Required action
Using the lines below, work out the count of those that hold "Calle". Give the number only.

(Stored data)
★ ★ ★ ★ ★
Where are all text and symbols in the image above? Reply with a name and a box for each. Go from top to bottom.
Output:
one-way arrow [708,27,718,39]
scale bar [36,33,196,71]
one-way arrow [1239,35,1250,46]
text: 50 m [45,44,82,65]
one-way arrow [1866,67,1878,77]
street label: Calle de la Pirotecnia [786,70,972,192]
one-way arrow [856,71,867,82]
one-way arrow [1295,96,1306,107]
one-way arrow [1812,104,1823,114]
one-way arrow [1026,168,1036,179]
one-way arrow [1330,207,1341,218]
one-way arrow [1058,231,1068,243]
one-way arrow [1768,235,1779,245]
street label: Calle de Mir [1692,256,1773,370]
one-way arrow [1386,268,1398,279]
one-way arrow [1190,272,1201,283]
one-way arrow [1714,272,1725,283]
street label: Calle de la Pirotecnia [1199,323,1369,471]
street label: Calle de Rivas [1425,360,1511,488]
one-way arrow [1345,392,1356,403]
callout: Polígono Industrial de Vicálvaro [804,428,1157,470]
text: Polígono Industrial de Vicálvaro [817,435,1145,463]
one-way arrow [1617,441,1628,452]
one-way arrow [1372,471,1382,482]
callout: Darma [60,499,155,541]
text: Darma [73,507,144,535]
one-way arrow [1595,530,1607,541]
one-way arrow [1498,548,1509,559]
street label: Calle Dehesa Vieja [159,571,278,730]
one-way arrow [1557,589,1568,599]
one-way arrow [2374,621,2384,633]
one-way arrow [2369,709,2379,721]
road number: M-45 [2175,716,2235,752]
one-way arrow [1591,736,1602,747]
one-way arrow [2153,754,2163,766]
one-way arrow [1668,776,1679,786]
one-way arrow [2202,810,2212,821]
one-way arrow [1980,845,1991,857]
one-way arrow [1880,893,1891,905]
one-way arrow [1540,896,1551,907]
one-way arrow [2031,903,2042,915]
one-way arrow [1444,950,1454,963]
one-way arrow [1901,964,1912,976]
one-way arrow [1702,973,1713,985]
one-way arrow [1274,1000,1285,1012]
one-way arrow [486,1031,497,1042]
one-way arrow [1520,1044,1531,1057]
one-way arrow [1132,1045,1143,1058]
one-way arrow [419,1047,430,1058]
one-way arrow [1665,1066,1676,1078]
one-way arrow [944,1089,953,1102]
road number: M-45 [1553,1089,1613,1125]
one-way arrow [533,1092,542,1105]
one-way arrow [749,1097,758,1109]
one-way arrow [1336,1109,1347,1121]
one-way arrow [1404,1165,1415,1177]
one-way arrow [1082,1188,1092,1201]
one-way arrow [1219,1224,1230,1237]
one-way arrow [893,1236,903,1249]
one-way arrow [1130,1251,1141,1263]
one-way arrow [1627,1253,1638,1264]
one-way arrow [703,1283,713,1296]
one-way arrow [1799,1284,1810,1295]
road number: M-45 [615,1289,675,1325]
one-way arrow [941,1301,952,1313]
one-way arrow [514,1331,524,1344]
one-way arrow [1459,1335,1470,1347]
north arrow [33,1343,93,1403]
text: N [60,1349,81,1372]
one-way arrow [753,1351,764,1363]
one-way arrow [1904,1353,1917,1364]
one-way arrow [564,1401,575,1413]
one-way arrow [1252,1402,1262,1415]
★ ★ ★ ★ ★
Written solution
5